In December, Dunster signed a new deal with Parramatta to remain at the club until the end of the 2025 season.

===2022===
On 20 February, Dunster's 2022 NRL season was ended in Parramatta's first trial match of the year against St. George Illawarra. Dunster was on the receiving end of a hip-drop tackle from opponent Tyrell Fuimaono which tore his ACL, PCL and MCL, thus ruling him out for the entire year.

===2023===
In round 6 of the 2023 NRL season, Dunster made his long-awaited return to the Parramatta side in their 28–22 victory over the hapless Wests Tigers.
Following Parramatta's round 11 loss against Canberra, Dunster was demoted to reserve grade in favour of Sean Russell.
Dunster was limited to only five matches for Parramatta in the 2023 NRL season as the club finished 10th on the table.
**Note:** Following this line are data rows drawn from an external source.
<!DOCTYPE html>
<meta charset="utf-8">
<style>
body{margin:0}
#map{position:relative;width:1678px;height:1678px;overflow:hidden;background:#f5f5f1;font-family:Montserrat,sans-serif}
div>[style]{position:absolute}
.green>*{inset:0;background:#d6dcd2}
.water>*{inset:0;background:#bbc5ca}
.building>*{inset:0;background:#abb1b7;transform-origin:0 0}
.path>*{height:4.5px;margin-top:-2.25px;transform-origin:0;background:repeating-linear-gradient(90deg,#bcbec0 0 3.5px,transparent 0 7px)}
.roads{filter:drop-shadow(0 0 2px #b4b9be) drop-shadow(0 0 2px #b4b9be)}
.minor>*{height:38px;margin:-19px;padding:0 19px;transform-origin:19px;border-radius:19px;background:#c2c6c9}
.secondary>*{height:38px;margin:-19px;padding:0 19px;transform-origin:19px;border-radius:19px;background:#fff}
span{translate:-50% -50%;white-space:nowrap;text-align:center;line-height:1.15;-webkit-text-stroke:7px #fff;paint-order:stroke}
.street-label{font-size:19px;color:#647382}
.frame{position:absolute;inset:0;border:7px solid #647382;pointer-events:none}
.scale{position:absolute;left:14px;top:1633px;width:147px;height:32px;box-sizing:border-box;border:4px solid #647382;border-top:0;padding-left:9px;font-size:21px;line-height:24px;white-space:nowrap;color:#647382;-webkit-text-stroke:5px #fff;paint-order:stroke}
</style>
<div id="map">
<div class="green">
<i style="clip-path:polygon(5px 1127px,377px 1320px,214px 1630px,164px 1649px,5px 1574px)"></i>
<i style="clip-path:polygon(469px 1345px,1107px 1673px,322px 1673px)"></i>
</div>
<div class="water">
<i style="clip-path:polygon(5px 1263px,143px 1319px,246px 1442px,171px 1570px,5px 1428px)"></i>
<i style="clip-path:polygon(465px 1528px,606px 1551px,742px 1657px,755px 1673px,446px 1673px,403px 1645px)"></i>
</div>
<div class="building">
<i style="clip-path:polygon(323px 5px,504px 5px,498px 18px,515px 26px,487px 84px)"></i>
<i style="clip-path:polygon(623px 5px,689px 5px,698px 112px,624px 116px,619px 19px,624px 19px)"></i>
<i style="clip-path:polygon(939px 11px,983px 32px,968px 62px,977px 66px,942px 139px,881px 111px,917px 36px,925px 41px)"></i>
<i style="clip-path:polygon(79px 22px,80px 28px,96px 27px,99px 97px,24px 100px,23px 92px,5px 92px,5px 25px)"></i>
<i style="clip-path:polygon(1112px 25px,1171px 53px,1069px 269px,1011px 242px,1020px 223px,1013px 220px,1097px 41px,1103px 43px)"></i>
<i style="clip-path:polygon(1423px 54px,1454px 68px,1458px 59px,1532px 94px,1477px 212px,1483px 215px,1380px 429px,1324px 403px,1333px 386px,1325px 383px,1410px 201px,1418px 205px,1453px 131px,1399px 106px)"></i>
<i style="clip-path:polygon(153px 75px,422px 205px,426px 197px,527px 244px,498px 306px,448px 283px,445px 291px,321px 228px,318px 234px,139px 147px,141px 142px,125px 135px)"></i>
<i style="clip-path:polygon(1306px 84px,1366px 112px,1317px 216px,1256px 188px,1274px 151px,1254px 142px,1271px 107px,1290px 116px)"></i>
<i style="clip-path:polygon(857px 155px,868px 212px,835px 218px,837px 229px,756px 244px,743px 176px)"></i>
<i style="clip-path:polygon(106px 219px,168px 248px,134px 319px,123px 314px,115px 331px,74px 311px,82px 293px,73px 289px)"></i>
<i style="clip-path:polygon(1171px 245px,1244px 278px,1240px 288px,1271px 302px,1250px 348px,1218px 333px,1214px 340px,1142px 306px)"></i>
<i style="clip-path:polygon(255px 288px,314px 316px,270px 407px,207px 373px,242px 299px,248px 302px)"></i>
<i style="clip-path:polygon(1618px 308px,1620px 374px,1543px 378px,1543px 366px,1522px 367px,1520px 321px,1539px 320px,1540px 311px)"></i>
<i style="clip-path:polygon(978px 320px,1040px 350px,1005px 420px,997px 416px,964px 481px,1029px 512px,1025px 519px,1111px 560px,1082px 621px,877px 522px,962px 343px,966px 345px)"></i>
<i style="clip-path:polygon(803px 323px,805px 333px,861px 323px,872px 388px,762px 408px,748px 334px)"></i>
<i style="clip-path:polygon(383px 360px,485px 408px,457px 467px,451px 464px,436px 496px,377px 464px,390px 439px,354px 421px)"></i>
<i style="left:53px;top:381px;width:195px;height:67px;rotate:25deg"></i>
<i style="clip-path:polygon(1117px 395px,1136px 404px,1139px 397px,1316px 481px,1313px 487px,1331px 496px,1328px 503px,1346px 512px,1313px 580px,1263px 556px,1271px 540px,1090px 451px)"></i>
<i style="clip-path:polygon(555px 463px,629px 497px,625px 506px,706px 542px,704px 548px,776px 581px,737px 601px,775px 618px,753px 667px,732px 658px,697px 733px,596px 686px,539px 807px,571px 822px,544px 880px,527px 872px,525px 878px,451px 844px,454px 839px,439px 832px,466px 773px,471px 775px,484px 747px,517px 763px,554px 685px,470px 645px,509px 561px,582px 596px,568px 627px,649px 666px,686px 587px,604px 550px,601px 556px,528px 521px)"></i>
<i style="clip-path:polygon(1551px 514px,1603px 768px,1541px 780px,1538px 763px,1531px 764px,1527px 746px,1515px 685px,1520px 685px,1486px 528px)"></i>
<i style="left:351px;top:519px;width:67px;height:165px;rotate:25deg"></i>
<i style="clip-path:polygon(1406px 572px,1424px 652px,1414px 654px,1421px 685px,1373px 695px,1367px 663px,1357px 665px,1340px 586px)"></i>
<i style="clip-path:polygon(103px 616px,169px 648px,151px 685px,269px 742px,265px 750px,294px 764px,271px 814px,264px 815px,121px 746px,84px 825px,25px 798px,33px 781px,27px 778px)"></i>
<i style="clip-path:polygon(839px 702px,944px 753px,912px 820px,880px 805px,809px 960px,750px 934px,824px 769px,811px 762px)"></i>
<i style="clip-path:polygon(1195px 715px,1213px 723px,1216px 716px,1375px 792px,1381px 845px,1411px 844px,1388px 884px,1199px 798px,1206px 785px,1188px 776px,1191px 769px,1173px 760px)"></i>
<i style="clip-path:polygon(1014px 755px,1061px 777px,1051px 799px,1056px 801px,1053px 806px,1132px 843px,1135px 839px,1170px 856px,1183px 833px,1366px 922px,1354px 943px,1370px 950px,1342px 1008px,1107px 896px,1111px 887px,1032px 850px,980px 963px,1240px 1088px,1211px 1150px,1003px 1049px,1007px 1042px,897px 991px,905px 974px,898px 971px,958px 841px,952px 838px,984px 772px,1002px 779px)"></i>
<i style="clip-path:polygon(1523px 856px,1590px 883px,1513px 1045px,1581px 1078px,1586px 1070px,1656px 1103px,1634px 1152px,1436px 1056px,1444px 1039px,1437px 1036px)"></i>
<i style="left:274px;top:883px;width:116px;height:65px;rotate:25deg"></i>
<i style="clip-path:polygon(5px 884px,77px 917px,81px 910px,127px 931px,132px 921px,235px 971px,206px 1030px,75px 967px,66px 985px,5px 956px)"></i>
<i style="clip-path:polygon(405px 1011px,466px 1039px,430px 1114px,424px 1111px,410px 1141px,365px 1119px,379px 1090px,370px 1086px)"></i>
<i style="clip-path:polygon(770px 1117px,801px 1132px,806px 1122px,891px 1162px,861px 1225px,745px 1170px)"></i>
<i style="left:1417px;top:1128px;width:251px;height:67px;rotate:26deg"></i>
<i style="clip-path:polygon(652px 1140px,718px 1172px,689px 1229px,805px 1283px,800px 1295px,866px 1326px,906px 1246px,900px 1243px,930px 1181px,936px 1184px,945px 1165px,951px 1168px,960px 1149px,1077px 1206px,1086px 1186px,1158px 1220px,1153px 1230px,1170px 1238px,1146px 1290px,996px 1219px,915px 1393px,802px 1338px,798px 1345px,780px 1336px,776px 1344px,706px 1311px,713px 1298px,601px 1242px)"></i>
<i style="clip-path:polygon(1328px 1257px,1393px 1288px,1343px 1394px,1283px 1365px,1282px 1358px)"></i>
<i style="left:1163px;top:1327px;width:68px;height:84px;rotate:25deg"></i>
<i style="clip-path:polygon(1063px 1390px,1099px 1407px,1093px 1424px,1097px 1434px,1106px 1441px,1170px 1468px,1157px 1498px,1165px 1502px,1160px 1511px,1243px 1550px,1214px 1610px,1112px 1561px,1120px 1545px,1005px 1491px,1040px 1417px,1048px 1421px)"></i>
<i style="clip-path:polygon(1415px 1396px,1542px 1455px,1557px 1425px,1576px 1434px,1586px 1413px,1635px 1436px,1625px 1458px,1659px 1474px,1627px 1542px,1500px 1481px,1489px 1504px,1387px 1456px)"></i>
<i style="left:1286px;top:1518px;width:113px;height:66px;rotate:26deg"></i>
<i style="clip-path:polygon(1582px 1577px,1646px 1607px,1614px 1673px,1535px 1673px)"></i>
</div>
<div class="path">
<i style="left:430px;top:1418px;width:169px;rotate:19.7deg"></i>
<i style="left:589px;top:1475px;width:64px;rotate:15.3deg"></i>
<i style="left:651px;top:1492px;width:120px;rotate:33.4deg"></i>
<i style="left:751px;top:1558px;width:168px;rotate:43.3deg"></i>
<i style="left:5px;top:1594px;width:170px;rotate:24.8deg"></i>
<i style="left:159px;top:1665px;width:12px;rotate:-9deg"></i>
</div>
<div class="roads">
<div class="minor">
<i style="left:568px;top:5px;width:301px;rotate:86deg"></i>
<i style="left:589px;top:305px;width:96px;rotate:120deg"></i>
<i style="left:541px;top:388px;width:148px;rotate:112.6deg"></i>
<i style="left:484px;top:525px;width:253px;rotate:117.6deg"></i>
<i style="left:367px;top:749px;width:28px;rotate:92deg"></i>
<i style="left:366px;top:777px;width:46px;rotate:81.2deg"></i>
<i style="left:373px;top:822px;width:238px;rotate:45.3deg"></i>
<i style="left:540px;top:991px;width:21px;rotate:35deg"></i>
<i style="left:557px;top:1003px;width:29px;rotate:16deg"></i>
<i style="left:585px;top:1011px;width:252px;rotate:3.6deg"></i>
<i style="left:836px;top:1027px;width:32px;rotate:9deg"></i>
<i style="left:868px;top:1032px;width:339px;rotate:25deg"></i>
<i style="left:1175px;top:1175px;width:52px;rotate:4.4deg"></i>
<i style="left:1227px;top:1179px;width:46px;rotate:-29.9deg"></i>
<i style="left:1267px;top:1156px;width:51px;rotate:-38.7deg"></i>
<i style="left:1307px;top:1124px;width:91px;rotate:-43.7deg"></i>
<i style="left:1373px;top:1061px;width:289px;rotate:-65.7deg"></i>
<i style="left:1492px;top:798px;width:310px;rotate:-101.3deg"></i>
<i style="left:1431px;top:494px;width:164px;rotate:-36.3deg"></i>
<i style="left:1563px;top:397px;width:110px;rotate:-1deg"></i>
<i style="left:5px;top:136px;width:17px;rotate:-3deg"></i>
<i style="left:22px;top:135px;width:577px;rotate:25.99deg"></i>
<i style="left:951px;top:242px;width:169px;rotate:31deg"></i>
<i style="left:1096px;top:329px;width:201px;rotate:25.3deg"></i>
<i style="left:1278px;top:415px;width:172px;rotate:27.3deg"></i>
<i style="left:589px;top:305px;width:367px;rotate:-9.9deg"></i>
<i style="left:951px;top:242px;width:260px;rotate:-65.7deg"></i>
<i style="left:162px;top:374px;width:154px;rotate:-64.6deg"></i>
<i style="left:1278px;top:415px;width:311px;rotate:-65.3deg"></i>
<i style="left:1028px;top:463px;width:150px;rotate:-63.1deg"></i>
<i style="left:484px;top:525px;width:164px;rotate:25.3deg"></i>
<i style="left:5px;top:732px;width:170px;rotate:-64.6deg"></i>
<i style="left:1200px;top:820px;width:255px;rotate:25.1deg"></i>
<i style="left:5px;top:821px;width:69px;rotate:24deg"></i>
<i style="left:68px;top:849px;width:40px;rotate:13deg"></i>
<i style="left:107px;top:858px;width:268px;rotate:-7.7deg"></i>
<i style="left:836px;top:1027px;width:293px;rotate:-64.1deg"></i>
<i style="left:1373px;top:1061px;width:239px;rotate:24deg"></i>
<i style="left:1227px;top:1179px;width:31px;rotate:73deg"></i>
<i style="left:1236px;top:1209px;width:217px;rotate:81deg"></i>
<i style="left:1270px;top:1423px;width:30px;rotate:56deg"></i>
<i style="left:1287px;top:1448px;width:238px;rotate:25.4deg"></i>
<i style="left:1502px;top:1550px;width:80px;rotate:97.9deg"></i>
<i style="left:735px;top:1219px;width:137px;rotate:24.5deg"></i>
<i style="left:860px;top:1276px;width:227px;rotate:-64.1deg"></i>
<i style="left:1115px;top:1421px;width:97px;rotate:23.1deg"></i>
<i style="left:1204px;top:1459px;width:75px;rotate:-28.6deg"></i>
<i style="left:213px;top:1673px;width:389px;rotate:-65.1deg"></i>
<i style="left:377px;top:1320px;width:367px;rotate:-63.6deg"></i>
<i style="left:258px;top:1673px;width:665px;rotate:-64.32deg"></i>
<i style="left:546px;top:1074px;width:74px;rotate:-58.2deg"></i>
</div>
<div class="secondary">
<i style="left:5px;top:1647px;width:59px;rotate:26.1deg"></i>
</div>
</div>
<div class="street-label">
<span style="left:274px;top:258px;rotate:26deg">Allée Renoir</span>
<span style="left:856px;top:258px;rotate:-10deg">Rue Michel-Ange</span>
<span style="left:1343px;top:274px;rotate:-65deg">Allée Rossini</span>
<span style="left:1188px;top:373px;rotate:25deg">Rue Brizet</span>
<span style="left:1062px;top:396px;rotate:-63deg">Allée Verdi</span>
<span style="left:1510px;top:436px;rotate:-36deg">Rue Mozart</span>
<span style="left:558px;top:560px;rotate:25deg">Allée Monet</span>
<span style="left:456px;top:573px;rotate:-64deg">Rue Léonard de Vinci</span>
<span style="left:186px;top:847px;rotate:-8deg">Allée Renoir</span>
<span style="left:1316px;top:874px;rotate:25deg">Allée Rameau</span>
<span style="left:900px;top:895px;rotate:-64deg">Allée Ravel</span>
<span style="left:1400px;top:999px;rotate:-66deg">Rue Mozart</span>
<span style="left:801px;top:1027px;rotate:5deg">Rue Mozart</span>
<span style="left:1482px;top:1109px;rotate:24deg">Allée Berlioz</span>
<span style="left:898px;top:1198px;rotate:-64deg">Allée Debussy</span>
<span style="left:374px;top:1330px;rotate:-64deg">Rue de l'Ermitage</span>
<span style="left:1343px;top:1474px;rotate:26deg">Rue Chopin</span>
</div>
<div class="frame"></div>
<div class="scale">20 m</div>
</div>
Dunster would instead spend most of the year with the clubs NSW Cup team.

===2024===
Dunster started the year in Parramatta's reserve grade team after falling down the pecking order behind the likes of Sean Russell, Morgan Harper and Maika Sivo. On 4 April, it was announced that Dunster would miss at least three months with a foot injury.

===2025===
On 2 September, it was announced that Dunster had suffered another ACL injury whilst playing for Parramatta in the NSW Cup and would require surgery ruling him out for an indefinite period. Dunster made no appearances for Parramatta's first grade team in the 2025 NRL season.
In early September, it was announced that Dunster would be departing Parramatta after not being offered a new contract.